"""

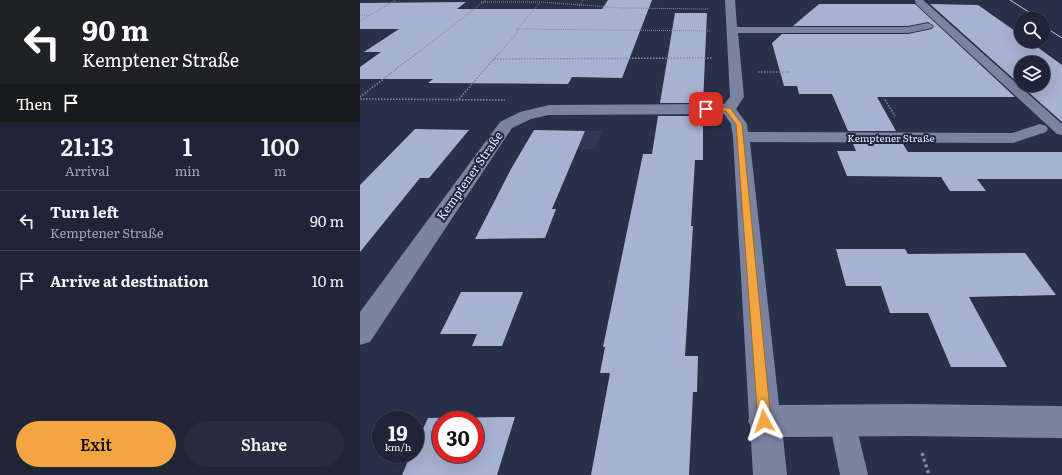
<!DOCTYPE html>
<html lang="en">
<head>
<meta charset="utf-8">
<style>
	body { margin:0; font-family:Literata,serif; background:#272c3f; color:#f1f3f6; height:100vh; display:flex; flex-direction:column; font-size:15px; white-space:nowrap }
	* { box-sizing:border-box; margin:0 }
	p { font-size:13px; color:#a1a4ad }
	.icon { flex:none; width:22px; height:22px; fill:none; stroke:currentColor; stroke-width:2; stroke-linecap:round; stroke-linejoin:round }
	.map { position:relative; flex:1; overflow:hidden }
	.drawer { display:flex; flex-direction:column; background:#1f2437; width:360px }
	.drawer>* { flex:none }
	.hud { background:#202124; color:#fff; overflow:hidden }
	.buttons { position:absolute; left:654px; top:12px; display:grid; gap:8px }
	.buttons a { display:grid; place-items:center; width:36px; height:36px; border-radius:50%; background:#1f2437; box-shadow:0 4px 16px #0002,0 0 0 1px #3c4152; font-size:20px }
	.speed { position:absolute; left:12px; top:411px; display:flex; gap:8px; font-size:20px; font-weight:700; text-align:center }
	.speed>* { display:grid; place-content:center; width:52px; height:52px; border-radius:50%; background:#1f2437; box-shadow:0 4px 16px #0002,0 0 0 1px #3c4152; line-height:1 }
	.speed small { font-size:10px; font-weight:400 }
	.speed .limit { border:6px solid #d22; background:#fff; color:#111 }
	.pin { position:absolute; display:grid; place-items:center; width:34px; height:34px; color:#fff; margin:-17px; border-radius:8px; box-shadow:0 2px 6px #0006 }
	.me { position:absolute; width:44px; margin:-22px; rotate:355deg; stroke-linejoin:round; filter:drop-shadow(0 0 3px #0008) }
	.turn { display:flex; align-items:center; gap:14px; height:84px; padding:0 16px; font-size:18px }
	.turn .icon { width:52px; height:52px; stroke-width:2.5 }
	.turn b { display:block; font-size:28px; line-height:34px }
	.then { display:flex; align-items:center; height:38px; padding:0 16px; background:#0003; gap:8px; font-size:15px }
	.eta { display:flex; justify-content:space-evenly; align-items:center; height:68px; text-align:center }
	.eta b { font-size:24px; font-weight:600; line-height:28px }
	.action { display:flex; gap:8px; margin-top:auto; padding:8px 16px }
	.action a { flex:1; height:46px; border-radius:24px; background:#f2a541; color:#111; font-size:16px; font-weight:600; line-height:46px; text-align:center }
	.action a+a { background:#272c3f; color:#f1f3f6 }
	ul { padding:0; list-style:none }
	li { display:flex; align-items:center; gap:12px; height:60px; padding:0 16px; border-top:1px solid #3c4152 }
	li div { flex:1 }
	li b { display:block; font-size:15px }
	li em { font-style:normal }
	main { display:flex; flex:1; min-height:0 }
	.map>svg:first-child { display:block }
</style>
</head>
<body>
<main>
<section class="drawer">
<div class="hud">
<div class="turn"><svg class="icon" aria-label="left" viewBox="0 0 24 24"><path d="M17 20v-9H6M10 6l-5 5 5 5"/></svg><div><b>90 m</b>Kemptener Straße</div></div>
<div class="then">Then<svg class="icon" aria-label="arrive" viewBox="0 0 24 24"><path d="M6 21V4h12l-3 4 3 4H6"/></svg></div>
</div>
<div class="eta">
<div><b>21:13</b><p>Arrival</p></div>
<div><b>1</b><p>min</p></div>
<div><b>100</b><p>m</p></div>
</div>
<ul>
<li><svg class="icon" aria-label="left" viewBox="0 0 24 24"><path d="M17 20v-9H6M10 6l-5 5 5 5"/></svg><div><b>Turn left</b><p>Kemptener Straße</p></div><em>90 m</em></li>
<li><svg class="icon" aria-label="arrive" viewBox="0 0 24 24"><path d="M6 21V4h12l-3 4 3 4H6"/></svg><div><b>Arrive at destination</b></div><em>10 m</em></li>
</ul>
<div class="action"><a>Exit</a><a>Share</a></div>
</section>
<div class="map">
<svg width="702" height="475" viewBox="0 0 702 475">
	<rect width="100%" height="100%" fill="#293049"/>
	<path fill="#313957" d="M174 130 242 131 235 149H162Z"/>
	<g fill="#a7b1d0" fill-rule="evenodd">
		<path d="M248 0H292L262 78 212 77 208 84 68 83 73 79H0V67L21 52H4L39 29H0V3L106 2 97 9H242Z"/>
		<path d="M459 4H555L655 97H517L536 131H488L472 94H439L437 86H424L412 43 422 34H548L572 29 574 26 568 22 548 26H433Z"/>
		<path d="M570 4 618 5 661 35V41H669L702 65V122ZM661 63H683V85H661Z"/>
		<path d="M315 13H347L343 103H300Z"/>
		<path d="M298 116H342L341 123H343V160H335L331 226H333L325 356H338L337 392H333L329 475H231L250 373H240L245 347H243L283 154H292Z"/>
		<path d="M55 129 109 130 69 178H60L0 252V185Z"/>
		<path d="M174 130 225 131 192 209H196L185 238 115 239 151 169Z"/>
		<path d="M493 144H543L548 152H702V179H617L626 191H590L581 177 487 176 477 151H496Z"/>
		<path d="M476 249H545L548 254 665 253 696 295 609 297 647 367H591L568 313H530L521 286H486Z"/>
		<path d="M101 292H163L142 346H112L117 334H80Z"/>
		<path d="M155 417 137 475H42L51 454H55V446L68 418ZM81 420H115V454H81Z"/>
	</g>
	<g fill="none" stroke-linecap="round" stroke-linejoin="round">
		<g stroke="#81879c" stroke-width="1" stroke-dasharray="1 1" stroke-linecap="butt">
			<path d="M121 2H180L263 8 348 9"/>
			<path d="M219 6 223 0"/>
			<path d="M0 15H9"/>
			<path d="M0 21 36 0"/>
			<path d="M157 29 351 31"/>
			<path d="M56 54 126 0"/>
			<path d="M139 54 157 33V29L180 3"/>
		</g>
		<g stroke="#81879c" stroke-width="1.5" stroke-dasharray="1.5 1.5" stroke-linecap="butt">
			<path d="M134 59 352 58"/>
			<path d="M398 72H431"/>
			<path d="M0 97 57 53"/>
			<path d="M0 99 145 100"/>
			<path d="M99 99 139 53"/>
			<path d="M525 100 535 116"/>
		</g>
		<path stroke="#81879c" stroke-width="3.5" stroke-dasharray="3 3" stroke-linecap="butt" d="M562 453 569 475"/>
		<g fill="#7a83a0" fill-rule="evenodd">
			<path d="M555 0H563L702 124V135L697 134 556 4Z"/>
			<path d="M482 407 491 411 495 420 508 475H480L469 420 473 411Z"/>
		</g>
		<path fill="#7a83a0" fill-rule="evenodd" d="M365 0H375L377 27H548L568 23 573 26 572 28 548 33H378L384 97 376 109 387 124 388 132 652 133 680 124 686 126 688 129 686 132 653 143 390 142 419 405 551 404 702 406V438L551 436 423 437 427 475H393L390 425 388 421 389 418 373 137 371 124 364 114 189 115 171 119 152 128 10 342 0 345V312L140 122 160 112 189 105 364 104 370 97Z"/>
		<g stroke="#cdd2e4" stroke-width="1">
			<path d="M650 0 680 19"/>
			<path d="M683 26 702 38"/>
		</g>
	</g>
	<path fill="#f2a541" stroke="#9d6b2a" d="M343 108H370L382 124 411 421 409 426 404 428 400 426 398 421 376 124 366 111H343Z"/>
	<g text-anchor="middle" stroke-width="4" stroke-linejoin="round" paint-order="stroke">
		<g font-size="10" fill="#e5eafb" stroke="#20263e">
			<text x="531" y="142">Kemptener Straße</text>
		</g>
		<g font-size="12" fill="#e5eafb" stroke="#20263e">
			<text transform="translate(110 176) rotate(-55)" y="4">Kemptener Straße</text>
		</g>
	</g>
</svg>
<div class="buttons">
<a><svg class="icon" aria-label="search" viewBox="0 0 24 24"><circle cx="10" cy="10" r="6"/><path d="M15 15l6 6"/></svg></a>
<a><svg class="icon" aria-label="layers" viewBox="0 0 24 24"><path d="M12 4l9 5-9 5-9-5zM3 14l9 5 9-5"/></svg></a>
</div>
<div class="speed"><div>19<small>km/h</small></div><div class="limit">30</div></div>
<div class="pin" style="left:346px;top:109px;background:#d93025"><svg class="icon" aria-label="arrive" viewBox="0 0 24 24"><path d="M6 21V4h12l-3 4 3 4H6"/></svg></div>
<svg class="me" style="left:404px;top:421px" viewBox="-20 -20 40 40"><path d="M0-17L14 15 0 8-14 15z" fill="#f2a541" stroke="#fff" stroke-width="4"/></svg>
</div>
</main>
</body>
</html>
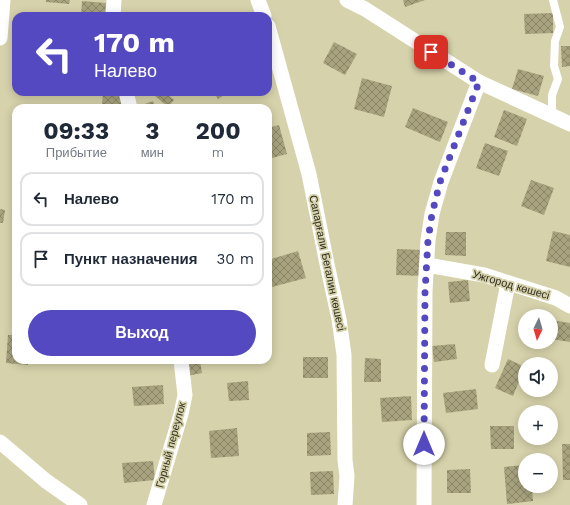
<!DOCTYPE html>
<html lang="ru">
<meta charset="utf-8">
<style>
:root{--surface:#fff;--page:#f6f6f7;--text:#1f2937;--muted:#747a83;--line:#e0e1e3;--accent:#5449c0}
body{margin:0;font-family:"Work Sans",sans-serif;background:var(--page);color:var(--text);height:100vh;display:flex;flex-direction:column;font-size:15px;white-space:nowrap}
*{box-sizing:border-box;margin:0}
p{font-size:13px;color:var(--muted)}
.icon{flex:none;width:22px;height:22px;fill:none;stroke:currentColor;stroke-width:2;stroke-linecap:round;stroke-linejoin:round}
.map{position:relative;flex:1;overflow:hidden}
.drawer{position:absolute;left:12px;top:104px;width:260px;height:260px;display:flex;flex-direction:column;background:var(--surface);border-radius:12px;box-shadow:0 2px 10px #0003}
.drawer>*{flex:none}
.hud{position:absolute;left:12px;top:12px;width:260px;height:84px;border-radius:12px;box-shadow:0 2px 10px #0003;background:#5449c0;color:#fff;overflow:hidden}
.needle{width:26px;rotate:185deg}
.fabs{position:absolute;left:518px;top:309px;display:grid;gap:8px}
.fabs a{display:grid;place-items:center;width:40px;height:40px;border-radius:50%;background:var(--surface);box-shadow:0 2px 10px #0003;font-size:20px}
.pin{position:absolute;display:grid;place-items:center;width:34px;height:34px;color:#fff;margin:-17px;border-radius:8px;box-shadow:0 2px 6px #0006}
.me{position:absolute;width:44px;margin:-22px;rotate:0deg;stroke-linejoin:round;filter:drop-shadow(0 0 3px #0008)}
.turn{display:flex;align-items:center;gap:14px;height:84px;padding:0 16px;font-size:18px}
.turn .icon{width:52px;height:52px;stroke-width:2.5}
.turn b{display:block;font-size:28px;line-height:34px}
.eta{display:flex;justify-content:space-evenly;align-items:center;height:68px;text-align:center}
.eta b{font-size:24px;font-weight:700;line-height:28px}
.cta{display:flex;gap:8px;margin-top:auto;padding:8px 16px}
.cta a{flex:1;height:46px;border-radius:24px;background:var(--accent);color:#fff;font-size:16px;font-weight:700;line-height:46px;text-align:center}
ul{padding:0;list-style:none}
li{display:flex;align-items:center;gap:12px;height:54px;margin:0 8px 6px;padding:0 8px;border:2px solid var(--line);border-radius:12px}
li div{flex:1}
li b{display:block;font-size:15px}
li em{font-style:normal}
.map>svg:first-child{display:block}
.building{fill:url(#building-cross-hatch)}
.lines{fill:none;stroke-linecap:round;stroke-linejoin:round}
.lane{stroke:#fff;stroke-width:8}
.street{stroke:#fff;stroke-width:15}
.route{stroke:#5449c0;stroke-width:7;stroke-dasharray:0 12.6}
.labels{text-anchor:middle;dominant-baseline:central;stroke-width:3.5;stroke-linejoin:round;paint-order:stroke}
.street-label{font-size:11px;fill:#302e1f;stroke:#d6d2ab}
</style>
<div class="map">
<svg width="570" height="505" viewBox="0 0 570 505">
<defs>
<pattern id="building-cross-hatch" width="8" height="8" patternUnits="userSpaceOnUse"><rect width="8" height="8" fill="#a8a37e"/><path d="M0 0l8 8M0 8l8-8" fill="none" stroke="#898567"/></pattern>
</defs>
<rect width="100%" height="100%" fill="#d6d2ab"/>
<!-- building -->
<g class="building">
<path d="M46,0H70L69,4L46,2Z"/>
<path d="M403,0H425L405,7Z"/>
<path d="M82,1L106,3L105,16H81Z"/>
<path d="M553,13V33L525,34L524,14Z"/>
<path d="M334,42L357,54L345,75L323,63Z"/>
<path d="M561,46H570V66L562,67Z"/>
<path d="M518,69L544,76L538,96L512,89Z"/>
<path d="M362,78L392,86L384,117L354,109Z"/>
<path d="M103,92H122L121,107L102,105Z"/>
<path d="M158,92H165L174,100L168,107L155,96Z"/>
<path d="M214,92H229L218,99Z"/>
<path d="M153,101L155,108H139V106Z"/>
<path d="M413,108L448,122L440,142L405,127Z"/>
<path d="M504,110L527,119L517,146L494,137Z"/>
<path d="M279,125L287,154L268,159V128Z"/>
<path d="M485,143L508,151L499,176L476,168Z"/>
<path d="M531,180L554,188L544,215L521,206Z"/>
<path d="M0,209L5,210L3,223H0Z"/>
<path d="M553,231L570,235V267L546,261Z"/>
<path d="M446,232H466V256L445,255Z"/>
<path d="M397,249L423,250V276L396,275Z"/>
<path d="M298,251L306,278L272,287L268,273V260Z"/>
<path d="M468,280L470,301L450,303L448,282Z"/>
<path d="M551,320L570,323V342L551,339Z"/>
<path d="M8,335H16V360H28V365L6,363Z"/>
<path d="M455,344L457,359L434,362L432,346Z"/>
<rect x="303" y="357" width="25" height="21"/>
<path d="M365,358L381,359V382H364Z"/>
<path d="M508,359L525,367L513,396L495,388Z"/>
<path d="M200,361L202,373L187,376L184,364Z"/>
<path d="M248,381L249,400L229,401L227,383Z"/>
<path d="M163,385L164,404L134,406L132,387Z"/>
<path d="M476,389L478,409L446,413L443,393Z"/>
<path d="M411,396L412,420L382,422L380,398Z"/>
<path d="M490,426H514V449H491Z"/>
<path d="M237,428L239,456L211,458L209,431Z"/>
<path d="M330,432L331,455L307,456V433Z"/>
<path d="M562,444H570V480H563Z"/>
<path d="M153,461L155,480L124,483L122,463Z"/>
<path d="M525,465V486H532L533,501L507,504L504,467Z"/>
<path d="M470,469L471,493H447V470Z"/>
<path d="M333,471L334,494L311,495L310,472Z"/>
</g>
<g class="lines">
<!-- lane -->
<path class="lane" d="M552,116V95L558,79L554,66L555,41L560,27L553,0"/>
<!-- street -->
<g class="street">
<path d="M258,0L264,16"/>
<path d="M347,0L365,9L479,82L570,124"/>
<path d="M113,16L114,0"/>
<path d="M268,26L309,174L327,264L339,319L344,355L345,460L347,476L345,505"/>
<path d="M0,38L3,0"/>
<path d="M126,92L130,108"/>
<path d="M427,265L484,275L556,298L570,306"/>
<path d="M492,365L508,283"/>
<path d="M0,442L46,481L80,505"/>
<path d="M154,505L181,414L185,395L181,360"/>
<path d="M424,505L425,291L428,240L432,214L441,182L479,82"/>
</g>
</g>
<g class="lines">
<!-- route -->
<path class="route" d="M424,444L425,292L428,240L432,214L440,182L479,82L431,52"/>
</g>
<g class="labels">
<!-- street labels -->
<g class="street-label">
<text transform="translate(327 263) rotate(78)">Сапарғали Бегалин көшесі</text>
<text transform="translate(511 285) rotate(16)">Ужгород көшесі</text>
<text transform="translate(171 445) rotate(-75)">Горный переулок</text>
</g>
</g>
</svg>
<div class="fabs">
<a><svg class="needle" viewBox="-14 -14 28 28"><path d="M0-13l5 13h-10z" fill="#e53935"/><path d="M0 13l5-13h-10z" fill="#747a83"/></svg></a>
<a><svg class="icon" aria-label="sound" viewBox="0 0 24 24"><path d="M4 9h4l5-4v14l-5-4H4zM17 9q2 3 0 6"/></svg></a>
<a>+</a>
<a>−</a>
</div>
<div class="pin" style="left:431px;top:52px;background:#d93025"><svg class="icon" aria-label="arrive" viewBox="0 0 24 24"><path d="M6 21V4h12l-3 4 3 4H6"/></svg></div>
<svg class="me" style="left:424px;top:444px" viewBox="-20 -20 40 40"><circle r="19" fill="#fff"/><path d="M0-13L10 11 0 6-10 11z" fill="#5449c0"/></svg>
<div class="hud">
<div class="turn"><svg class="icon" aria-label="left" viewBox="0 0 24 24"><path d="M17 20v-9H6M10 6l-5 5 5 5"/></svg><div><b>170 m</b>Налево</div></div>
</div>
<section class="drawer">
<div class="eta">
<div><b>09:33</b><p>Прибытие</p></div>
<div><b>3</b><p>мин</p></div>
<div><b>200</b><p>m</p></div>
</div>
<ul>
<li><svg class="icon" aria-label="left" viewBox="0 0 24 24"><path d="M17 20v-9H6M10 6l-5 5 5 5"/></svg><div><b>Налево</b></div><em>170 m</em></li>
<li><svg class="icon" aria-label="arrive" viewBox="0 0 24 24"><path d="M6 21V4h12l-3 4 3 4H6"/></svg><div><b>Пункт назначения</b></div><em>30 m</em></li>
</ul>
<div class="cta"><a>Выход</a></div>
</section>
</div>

"""

» TASK DIRECTIONS: A single number is required: the count of lines in the data that include the string "sizing".

» REPLY TO THE EXERCISE: 2